Mailing List Archives
Authenticated access
|
|
|
[Date Prev][Date Next][Thread Prev][Thread Next][Date Index][Thread Index]
Re: [Condor-users] How to stop condor from removing working directory (fwd)
- Date: Wed, 24 Dec 2008 00:33:39 -0500
- From: Ian Stokes-Rees <ijstokes@xxxxxxxxxxxxxxxxxxx>
- Subject: Re: [Condor-users] How to stop condor from removing working directory (fwd)
Hi Steve,
Steven Timm wrote:
There are several "working directories" that you could be
referring to, are you talking about on the remote (server) side
or the client side, and on the server side are you talking about
the directory in which the job runs, or the globus temporary directory.
Yes. In fact, I mean all of them on the server side. I wasn't aware of
any temporary directories created per-job on the client side when using
Condor-G (via OSG and "grid" universe jobs). Are there any?
There are four on the server side that I know of:
Globus GASS cache dir: ~/.globus/.gass_cache/md5/??/hash1/md5/??/hash2
(contains hard-linked executable, always (annoyingly) named "data" with OSG)
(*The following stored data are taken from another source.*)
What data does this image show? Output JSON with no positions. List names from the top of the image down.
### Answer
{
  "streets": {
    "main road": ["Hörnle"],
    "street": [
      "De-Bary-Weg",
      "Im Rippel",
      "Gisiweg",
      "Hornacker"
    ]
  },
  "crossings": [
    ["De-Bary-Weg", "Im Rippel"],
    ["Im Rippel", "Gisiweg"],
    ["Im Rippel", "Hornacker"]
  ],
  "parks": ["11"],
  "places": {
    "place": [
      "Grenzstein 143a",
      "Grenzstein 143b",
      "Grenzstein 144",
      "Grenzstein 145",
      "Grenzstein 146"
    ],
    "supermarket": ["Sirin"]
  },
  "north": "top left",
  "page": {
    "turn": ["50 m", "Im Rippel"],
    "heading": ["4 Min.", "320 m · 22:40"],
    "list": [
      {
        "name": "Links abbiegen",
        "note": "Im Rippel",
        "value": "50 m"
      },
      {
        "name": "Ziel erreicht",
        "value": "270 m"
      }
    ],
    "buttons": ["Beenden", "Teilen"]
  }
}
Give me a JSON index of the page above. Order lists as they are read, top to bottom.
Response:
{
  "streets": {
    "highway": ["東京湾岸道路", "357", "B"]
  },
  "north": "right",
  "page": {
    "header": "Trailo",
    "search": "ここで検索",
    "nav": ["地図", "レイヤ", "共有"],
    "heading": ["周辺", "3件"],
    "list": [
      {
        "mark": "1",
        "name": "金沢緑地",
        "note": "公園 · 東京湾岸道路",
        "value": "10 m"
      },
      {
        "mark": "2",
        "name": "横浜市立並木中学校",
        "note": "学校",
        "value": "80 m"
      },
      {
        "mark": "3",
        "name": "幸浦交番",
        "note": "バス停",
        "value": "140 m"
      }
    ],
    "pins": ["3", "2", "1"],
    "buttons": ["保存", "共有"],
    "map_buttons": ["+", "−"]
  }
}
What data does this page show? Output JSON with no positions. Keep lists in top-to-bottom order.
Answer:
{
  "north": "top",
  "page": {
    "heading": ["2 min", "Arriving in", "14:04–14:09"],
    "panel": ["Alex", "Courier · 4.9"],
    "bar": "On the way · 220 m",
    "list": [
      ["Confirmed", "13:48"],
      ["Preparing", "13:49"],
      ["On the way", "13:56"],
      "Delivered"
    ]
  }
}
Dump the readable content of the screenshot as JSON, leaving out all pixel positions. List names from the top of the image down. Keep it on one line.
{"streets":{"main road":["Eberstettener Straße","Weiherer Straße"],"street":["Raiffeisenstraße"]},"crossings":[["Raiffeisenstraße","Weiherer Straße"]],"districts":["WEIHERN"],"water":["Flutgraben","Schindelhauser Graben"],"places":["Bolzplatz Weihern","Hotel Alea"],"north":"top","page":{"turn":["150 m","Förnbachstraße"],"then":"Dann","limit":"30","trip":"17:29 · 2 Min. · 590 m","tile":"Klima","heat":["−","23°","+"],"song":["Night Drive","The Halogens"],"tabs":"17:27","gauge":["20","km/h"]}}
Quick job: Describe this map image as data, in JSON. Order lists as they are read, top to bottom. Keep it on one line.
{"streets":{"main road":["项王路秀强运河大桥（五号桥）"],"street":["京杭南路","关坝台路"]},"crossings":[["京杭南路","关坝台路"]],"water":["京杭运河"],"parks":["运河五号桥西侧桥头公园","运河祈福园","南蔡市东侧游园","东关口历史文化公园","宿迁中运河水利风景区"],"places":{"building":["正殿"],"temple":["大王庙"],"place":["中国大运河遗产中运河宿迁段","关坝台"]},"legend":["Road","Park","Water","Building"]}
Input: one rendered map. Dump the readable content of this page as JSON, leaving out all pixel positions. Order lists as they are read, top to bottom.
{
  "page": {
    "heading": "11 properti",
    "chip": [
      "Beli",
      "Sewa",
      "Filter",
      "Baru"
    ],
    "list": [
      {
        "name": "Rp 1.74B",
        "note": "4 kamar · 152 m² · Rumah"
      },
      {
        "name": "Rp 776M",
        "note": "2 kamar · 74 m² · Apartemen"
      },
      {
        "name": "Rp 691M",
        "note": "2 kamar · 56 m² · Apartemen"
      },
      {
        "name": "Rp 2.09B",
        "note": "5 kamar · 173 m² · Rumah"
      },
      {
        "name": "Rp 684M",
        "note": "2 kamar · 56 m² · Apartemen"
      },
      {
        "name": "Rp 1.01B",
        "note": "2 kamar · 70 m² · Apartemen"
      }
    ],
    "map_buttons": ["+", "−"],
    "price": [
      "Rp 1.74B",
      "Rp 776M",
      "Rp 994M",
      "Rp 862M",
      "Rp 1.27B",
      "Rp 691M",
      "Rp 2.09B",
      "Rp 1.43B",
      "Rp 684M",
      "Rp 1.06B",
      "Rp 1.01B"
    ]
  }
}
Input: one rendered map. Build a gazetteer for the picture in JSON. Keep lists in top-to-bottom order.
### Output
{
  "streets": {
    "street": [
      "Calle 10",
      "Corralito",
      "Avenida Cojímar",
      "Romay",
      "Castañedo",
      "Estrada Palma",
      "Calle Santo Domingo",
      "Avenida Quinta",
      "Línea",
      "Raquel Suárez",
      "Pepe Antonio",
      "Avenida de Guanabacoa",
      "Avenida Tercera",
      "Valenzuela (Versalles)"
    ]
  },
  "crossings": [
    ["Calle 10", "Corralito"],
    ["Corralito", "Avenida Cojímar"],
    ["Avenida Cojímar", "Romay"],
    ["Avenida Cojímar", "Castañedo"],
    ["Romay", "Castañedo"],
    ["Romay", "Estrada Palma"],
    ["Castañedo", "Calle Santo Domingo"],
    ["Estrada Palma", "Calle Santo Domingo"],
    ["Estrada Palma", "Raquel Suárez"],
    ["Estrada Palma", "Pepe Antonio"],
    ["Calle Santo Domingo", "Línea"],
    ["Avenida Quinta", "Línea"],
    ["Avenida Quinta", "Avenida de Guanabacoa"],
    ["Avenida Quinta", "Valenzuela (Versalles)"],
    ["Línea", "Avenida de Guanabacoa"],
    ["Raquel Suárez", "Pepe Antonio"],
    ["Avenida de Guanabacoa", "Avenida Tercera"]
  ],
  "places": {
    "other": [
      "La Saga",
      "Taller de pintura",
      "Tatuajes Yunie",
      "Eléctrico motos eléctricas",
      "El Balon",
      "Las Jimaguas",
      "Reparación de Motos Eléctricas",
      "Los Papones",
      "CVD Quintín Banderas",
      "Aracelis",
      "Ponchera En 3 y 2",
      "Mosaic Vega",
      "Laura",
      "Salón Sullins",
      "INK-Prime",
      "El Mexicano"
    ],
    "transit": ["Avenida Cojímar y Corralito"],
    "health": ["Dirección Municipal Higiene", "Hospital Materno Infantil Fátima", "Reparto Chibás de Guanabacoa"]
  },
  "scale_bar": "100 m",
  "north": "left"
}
Logs: ~/.globus/job/FQDN/####.######### (contains stdout/err, local
classad, proxy cert, io URL)
IWD: ~/gram_scratch_randomstring (contains the actual working directory
of the job -- not sure what happens with systems using local directories
rather than shared directories for jobs)
GRAM log: $V_L/globus/tmp/gram_job_state (contains files named
gram_condor_log.####.######## which match the logs number above -- in
fact, I've just noticed these don't seem to be cleaned up, and I have
2300 log and lock files from as far back as July)
There is a configuration option for the globus
gatekeeper/globus-job-manager
to not delete the temporary files on a successful job,
or ones it thinks are successful such as "globus error 155".
This is exactly the error I am getting (globus error 155: cannot
transfer output files). Can you shed any light on it? We have NAT, but
no firewall, and the problem is intermittent.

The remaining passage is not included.